Espinal, 38, said that fortunately, her grandfather was laid to rest at a mausoleum, and the family is still able to visit the site.
“I can’t image being told that you can’t go and see your loved ones at this time, when you want to remember,’’ she said of other families and their friends who have been told not to congregate in large groups at grave sites.
“They played such a vital role for this country, and to not be able to honor them the way they should be honored is terrible,’’ she said of late service members. “To me, veterans are No. 1.’’
Arnold Haber’s son, Mitchel, whose Bronx-born dad served in the Korean War and died of the coronavirus at the Paramus nursing home in April, told The Post that surviving veterans at the facility must be distraught over the decimated holiday.
“It’s their holiday, and there’s no one there to celebrate them,’’ he said.
On a regular Memorial Day, “We’d be in the nursing home having a party. They always had a great party, with entertainment,’’ Mitchel Haber said.
“They just aren’t doing any of that’’ this year because of the virus,’’ he said.
“The [veterans] that do remember, they look forward to this day. It’s going to be very lonely for them.’’
The son added that his dad was very proud of his service and would wear an American flag baseball hat every day and had a flag tied to his wheelchair.
“He was a staff photographer for his unit. … He would always tell stories, he remembered everything,’’ Mitchel said.
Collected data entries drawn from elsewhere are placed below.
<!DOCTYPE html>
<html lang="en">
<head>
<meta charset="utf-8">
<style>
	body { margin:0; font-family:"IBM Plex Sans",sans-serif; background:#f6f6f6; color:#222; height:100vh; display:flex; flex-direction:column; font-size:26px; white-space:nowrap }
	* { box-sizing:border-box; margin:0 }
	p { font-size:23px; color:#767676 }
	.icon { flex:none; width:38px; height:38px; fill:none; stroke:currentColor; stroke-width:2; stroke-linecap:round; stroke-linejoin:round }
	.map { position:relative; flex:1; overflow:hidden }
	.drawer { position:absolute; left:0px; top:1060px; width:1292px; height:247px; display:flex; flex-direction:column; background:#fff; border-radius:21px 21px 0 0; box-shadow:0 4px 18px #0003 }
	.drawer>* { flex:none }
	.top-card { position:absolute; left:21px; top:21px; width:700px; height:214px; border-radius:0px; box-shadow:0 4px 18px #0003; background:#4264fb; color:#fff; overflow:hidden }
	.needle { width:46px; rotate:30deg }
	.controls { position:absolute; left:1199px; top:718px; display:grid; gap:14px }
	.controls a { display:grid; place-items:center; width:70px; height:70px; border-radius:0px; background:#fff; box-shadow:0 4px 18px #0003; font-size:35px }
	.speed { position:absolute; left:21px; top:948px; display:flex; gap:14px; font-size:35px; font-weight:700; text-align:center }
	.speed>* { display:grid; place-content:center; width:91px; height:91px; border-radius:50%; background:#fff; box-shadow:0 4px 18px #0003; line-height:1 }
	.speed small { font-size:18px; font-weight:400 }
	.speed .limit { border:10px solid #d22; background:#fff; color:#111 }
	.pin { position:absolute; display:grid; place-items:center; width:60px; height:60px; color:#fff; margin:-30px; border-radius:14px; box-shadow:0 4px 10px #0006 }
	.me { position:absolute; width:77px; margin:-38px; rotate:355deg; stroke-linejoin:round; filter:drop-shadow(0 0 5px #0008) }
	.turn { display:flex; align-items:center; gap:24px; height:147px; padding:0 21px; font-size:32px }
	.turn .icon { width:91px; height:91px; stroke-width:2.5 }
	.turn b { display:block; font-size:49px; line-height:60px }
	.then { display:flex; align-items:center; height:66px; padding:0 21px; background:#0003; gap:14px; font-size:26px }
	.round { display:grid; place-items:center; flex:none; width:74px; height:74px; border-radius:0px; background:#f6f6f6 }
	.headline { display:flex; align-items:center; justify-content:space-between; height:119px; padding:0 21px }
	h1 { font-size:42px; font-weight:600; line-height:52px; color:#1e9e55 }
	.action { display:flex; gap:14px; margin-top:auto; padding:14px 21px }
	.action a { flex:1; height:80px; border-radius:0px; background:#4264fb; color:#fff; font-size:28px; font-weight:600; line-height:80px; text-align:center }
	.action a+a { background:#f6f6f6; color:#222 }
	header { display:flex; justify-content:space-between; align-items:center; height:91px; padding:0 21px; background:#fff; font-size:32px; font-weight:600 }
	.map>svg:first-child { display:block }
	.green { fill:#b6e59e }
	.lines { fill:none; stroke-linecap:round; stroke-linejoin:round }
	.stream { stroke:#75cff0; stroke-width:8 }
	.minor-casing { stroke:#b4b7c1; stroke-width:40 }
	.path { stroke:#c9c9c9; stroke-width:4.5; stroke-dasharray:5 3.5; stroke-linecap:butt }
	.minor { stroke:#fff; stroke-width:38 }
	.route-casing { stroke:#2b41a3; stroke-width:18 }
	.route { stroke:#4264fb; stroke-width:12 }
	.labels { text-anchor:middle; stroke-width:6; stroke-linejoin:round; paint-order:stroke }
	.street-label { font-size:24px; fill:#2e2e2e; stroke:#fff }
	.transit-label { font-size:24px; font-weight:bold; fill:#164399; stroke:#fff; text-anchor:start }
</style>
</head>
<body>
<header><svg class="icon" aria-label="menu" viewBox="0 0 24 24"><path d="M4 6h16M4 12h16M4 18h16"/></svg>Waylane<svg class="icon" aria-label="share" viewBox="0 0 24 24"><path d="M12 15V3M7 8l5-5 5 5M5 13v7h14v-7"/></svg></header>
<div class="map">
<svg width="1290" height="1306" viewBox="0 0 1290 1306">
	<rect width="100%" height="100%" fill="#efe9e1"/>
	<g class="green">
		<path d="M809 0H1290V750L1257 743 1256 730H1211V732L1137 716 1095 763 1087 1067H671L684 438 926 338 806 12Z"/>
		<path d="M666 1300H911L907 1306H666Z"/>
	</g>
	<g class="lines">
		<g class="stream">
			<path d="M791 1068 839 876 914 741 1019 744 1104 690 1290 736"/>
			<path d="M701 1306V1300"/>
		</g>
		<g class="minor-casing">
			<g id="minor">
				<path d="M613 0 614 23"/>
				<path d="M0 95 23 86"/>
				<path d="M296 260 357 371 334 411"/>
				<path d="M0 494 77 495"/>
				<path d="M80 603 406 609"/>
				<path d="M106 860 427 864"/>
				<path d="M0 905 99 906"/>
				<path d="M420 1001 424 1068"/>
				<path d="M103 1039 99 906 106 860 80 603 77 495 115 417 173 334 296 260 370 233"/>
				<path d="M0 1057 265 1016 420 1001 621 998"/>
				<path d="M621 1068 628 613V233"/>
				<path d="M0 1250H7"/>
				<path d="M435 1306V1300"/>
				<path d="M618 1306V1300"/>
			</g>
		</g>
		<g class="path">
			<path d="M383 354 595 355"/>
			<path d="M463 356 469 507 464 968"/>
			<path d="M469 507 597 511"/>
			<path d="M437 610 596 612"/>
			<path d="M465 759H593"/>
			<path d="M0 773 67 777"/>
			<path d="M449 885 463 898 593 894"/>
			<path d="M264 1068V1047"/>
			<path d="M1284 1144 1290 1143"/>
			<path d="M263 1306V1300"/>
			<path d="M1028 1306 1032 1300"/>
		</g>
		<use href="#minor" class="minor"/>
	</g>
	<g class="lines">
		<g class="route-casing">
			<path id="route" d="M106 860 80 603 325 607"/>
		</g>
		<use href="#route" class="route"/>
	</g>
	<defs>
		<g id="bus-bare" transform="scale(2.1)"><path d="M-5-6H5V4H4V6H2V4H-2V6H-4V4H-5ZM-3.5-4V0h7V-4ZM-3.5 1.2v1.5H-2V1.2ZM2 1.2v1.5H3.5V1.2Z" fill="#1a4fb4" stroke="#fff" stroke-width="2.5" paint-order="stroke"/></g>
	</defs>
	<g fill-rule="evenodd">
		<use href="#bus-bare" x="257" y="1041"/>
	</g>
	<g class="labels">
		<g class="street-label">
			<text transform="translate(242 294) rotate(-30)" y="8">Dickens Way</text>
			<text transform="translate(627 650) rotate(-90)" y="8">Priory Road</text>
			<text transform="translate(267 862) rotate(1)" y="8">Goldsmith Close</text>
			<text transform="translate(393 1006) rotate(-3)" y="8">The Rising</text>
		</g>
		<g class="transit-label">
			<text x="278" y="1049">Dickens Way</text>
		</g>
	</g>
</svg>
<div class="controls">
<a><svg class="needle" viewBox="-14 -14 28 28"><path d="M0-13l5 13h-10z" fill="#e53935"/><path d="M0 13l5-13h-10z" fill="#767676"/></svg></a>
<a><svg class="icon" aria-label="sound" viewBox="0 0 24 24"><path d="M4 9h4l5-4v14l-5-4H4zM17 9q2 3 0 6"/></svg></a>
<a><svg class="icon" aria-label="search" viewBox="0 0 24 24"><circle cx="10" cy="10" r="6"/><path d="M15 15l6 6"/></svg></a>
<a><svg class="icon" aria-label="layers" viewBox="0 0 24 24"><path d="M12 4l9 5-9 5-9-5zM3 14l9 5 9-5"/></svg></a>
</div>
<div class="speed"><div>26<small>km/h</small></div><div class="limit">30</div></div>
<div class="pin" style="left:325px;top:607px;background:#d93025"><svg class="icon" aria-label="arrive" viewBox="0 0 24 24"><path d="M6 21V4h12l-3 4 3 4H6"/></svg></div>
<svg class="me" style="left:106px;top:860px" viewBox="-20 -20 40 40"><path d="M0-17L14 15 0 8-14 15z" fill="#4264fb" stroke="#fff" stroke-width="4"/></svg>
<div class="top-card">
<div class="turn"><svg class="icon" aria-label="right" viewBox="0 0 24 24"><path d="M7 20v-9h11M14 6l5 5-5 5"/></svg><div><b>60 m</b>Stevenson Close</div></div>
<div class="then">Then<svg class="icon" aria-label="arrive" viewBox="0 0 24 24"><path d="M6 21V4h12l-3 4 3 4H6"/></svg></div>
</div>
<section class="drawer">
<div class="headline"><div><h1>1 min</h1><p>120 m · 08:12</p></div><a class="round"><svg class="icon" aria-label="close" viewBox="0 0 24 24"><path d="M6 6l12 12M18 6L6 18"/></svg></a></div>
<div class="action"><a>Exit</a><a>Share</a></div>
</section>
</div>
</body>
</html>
“He wasn’t able to get a military sendoff because of the pandemic,’’ the son said. “But it would have been “something he would have loved.”
Another Paramus nursing-home resident and veteran, Robert Hopp, died of COVID-19 in April.
The Vietnam War vet and Purple Heart recipient was 70 years old.
His family said they have no idea how they will commemorate his heroism this Memorial Day.
“We couldn’t even have a funeral for him yet,” stepson J.J. Brania-Hopp said. “There’s not really anything we can do right now. All we’ll probably do is talk about him, maybe go for a walk out in the sun.”
According to the federal Department of Veterans Affairs, more than 1,000 veterans have died from the virus across the country — although that figure does not include the hundreds more who succumbed in facilities such as the Paramus nursing home.